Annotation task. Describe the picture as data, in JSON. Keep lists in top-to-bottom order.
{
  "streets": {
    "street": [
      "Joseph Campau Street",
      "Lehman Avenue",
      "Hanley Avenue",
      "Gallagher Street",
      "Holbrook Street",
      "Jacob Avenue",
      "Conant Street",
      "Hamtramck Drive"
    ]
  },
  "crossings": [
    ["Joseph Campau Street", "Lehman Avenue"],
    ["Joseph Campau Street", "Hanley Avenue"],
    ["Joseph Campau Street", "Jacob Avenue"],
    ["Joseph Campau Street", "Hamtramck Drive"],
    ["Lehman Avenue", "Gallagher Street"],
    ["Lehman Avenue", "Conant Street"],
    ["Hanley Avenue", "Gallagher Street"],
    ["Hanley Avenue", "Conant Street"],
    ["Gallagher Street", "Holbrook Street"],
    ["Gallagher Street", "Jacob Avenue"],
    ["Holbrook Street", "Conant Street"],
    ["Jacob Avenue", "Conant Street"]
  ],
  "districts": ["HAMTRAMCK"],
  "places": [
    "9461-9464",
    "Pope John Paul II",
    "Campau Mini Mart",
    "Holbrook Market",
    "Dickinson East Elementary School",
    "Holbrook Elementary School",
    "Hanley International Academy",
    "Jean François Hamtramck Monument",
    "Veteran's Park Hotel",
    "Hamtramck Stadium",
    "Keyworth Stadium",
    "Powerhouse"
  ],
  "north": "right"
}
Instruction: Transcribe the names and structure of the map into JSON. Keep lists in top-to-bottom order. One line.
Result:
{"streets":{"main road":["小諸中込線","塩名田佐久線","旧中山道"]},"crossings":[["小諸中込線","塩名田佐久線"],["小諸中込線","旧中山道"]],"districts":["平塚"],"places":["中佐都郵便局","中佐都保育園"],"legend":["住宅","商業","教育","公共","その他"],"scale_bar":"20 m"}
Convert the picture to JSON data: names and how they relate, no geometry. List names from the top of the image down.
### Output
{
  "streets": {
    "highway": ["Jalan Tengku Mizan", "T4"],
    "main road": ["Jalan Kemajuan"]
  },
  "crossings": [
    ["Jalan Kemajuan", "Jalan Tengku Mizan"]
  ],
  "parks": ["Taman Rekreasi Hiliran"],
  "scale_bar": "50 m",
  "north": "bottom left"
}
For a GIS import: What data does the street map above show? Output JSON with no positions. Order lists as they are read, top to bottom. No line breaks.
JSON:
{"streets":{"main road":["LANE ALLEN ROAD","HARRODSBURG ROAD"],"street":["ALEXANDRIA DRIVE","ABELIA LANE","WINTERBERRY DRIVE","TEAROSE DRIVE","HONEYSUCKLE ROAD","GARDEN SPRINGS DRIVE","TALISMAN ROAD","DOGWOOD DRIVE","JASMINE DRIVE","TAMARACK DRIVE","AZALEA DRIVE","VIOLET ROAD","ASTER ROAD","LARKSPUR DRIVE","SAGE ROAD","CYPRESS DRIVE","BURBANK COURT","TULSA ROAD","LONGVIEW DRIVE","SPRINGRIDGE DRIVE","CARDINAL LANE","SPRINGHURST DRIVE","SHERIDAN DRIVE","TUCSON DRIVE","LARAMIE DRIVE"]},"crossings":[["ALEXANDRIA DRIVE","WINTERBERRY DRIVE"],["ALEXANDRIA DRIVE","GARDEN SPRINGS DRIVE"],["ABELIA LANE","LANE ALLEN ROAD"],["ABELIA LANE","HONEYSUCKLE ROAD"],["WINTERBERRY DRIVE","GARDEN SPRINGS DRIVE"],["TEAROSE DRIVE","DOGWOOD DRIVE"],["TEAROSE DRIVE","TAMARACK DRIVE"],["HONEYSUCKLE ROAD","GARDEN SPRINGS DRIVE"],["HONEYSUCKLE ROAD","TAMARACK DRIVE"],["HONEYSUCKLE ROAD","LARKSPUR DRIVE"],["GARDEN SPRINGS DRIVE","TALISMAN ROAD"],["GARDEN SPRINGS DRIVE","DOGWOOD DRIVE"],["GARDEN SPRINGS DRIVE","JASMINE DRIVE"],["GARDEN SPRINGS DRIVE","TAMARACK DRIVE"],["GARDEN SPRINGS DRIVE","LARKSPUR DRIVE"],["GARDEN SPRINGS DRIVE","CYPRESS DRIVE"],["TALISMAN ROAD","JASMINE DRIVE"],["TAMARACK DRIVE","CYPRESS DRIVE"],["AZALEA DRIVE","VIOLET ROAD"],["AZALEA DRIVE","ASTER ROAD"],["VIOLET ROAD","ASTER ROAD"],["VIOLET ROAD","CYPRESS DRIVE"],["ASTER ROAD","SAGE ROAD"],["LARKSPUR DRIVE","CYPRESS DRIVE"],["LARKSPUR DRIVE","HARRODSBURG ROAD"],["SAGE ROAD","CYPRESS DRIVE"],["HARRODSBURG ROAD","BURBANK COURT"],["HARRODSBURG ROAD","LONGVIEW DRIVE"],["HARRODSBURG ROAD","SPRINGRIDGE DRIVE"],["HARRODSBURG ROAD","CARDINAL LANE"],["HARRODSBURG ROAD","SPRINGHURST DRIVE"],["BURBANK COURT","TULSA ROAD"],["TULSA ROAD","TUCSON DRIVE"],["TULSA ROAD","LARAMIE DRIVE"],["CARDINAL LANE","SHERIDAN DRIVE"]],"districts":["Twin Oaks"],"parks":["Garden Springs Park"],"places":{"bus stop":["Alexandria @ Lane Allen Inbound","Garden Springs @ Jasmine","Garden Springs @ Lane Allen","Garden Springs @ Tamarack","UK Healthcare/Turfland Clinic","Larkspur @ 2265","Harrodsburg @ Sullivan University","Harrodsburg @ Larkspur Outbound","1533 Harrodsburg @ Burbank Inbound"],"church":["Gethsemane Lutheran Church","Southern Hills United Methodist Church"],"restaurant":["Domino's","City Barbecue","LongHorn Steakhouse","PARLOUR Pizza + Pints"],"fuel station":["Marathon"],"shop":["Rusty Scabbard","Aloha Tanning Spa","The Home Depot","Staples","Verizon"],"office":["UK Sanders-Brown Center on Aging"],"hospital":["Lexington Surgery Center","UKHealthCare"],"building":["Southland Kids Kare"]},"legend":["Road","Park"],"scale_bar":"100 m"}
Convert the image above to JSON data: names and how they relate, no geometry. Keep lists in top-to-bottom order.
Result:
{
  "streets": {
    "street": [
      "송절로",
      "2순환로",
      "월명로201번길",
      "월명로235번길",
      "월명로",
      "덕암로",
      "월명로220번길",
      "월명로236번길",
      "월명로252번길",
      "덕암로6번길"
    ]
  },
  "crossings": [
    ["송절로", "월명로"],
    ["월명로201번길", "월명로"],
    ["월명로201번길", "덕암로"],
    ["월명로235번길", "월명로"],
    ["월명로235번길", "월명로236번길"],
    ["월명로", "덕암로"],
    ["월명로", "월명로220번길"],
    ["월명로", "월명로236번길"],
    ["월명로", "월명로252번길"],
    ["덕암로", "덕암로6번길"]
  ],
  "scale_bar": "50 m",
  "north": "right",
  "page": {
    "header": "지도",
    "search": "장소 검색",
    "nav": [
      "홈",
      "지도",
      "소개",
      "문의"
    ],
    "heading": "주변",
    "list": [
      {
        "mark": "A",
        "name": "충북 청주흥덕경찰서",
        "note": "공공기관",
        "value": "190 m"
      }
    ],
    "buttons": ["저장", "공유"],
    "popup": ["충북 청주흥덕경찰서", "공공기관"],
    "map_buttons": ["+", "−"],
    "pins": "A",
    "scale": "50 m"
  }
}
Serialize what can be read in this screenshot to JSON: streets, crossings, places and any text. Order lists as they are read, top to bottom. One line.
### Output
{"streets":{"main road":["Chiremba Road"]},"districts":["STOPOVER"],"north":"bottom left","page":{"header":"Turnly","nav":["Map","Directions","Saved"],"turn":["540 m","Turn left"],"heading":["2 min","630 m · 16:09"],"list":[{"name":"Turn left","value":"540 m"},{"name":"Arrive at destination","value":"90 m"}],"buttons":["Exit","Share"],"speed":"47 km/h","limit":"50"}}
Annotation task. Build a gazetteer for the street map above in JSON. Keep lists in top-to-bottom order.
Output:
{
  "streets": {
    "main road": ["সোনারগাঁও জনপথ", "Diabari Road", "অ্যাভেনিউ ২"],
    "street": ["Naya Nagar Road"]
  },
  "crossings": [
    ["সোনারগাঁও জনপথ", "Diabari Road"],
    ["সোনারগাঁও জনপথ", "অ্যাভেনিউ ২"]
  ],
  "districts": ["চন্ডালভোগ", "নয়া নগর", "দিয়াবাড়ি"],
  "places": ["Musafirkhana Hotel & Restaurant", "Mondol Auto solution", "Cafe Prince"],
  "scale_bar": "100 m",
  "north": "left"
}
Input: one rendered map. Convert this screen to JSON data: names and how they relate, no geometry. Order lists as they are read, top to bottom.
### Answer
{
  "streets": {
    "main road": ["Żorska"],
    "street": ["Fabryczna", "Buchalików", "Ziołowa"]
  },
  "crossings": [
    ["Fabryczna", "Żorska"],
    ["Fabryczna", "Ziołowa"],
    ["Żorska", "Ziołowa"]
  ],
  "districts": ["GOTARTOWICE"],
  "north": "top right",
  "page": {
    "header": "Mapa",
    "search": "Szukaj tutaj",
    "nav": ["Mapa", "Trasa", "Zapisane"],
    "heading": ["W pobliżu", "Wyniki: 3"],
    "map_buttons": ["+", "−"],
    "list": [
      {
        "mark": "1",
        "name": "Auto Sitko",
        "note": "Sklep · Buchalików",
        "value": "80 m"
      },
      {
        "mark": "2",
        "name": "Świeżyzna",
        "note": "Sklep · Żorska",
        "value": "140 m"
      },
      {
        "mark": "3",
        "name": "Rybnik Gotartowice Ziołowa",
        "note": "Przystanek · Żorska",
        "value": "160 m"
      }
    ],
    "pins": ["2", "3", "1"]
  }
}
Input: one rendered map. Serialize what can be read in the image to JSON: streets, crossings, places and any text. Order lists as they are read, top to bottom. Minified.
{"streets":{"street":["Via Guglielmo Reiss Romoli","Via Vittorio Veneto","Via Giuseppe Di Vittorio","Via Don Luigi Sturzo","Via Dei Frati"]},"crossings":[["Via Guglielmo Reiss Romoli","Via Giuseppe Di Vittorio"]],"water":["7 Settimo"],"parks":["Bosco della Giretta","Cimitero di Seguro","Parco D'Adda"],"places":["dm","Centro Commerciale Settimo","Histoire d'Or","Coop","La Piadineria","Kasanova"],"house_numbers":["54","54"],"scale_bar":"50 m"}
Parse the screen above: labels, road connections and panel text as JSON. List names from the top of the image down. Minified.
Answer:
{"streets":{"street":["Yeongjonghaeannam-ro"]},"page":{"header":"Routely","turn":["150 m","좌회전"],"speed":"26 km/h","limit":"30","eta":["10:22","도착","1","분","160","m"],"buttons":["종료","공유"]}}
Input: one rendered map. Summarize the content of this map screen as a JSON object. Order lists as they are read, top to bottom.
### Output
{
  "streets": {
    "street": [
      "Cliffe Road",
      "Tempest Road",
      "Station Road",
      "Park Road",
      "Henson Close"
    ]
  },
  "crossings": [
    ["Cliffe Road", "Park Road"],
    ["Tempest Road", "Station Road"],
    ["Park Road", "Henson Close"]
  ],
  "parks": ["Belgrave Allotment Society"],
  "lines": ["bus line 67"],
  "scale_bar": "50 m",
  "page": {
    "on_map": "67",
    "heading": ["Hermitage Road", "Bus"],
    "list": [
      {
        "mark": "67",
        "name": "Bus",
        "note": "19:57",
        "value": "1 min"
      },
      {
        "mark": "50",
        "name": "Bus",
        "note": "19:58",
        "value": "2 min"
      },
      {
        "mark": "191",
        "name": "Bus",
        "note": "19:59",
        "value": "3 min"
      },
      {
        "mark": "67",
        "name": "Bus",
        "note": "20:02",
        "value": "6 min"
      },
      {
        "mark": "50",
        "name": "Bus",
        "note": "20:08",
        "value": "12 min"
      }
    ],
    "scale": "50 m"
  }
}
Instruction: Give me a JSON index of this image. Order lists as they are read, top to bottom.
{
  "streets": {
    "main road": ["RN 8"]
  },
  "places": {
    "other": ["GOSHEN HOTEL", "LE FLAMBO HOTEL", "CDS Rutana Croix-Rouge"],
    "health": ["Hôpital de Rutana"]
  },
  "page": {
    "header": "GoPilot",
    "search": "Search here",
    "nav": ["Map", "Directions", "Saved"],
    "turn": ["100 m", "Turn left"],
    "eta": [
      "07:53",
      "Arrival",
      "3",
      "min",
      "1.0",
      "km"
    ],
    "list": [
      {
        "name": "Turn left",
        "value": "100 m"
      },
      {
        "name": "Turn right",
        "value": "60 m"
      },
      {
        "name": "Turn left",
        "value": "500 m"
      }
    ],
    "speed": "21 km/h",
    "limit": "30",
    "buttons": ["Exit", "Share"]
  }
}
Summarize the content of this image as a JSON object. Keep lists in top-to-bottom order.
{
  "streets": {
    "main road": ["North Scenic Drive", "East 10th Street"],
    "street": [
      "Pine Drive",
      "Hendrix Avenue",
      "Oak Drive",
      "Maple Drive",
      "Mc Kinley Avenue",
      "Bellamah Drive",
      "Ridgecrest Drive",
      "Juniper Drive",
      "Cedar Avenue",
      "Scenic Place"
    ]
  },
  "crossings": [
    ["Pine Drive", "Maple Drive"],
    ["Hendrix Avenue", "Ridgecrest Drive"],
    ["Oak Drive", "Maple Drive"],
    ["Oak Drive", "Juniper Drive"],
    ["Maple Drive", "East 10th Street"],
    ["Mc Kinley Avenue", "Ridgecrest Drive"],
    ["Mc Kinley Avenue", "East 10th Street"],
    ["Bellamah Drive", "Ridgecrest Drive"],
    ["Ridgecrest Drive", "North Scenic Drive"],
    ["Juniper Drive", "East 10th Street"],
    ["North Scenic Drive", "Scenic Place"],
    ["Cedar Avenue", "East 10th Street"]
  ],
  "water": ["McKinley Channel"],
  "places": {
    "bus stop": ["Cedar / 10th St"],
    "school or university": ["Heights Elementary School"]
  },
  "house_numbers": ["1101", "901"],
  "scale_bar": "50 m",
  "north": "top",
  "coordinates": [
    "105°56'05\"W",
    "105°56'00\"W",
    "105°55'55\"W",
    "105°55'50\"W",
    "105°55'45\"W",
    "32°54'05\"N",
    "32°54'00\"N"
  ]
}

- WHAT IS EXPECTED:
Each line in the listing above from the one containing "Input: one rendered map. Convert" through the one containing "Parse the screen" should be repeated exactly, and no other line.

- WRITTEN ANSWER:
Input: one rendered map. Convert this screen to JSON data: names and how they relate, no geometry. Order lists as they are read, top to bottom.
### Answer
{
  "streets": {
    "main road": ["Żorska"],
    "street": ["Fabryczna", "Buchalików", "Ziołowa"]
  },
  "crossings": [
    ["Fabryczna", "Żorska"],
    ["Fabryczna", "Ziołowa"],
    ["Żorska", "Ziołowa"]
  ],
  "districts": ["GOTARTOWICE"],
  "north": "top right",
  "page": {
    "header": "Mapa",
    "search": "Szukaj tutaj",
    "nav": ["Mapa", "Trasa", "Zapisane"],
    "heading": ["W pobliżu", "Wyniki: 3"],
    "map_buttons": ["+", "−"],
    "list": [
      {
        "mark": "1",
        "name": "Auto Sitko",
        "note": "Sklep · Buchalików",
        "value": "80 m"
      },
      {
        "mark": "2",
        "name": "Świeżyzna",
        "note": "Sklep · Żorska",
        "value": "140 m"
      },
      {
        "mark": "3",
        "name": "Rybnik Gotartowice Ziołowa",
        "note": "Przystanek · Żorska",
        "value": "160 m"
      }
    ],
    "pins": ["2", "3", "1"]
  }
}
Input: one rendered map. Serialize what can be read in the image to JSON: streets, crossings, places and any text. Order lists as they are read, top to bottom. Minified.
{"streets":{"street":["Via Guglielmo Reiss Romoli","Via Vittorio Veneto","Via Giuseppe Di Vittorio","Via Don Luigi Sturzo","Via Dei Frati"]},"crossings":[["Via Guglielmo Reiss Romoli","Via Giuseppe Di Vittorio"]],"water":["7 Settimo"],"parks":["Bosco della Giretta","Cimitero di Seguro","Parco D'Adda"],"places":["dm","Centro Commerciale Settimo","Histoire d'Or","Coop","La Piadineria","Kasanova"],"house_numbers":["54","54"],"scale_bar":"50 m"}
Parse the screen above: labels, road connections and panel text as JSON. List names from the top of the image down. Minified.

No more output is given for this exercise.